Read report on server

Abstract

ZH-CN

Submission: posted 20 March 2024
Recommendation: posted 11 September 2024, validated 11 September 2024

Cite this recommendation as:
Chambers, C. (2024) Bug detection in software engineering: which incentives work best?. Peer Community in Registered Reports, 100746. 10.24072/pci.rr.100746

This is a stage 2 based on:

Registered Report: A Laboratory Experiment on Using Different Financial-Incentivization Schemes in Software-Engineering Experimentation
Jacob Krüger, Gül Çalıklı, Dmitri Bershadskyy, Robert Heyer, Sarah Zabel, Siegmar Otto
https://doi.org/10.48550/arXiv.2202.10985

Recommendation

Bug detection is central to software engineering, but what motivates programmers to perform as optimally as possible? Despite a long history of economic experiments on incentivisation, there is surprisingly little research on how different incentives shape software engineering performance.

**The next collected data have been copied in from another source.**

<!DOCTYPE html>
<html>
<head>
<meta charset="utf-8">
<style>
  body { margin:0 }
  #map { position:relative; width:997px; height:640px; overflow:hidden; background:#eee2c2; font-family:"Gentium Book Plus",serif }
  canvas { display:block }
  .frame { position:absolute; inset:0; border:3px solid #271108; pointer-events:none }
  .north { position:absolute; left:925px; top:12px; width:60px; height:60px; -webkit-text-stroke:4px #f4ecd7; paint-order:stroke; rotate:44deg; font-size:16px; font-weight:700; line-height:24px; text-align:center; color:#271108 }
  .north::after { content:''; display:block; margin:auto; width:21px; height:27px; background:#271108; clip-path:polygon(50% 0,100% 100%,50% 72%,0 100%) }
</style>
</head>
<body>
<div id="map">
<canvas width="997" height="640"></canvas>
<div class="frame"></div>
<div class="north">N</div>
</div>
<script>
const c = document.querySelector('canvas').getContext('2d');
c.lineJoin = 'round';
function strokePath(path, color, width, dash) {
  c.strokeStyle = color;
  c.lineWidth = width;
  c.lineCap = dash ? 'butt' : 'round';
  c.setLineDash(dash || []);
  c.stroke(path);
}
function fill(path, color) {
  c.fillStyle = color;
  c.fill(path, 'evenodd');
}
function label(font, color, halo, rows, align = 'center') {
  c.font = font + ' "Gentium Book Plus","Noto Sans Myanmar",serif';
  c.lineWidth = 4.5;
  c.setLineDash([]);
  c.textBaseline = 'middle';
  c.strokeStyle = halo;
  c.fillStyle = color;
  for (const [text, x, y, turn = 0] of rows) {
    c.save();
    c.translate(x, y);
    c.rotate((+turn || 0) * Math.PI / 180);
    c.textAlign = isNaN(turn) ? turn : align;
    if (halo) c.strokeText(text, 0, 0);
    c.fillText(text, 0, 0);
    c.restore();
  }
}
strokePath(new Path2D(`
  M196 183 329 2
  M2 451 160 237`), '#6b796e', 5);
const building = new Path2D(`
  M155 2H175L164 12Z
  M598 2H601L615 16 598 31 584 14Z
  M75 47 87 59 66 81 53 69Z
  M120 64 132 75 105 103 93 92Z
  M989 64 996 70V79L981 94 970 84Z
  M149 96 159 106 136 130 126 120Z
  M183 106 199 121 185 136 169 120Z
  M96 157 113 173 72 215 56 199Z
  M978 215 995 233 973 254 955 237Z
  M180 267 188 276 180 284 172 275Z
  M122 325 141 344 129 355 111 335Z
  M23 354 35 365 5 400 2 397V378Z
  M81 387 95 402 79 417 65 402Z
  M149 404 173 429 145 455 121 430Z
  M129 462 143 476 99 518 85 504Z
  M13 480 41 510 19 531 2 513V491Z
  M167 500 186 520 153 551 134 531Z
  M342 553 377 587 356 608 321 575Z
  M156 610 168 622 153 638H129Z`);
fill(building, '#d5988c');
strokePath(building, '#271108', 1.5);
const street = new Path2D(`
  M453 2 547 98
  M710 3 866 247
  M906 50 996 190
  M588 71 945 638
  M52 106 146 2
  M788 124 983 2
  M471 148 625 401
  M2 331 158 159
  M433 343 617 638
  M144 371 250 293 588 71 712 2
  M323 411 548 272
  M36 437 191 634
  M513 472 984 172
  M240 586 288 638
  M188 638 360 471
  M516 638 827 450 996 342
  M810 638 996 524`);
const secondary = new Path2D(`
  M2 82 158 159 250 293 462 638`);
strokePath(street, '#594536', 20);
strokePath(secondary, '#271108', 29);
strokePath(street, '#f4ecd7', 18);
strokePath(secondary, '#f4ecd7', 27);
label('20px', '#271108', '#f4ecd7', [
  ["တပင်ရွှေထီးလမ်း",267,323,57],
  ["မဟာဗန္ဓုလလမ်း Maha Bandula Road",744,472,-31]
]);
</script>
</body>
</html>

In the current study, Bershadskyy et al. (2024) undertook an experiment to evaluate how the pay-off functions associated with different financial incentives influence the performance of participants in identifying bugs during code review. The authors hypothesised that performance-based incentivisation would result in higher average performance, as defined using the F1-score, and that different incentivisation schemes may also differ in their effectiveness.

The results did not support the preregistered predictions, with no statistically significant differences in F1-score observed between groups that received performance-based incentives compared to a control group that received no incentive. Exploratory analyses suggested some potential trends of interest, but the main implication of this work is methodological: that experiments in this field require substantially larger sample sizes to provide definitive tests. The current work is valuable in providing a novel unbiased insight on the magnitude of this challenge, which is now primed for further investigation.

The Stage 2 manuscript was evaluated over one round of in-depth review. Based on detailed responses to the recommender and reviewer's comments, the recommender judged that the manuscript met the Stage 2 criteria and awarded a positive recommendation.

URL to the preregistered Stage 1 protocol: https://osf.io/s36c2

Level of bias control achieved: Level 6. No part of the data or evidence that was used to answer the research question was generated until after IPA.

List of eligible PCI RR-friendly journals:

References

Bershadskyy, D., Krüger, J., Çalıklı, G., Siegmar, O., Zabel, S., Greif, J. and Heyer, R. (2024). A Laboratory Experiment on Using Different Financial-Incentivization Schemes in Software-Engineering Experimentation. Acceptance of Version 8 by Peer Community in Registered Reports. https://arxiv.org/pdf/2202.10985

PDF recommendation

Conflict of interest:
The recommender in charge of the evaluation of the article and the reviewers declared that they have no conflict of interest (as defined in the code of conduct of PCI) with the authors or with the content of the article.

Reviews

Evaluation round #1

DOI or URL of the report: https://arxiv.org/pdf/2202.10985.pdf

Version of the report: v6

Author's Reply, 13 Aug 2024

Download author's reply Download tracked changes file

Decision by Chris Chambers, posted 31 May 2024, validated 31 May 2024

Thanks for your patience during this Stage 2 evaluation. I was able to obtain a review of your manuscript from one of the experts who reviewed the Stage 1 proposal. The good news is that the reviewer is very happy with the completed study and recommends acceptance. Based on this reviewer's assessment and my own close reading, I am therefore issuing an interim revision decision.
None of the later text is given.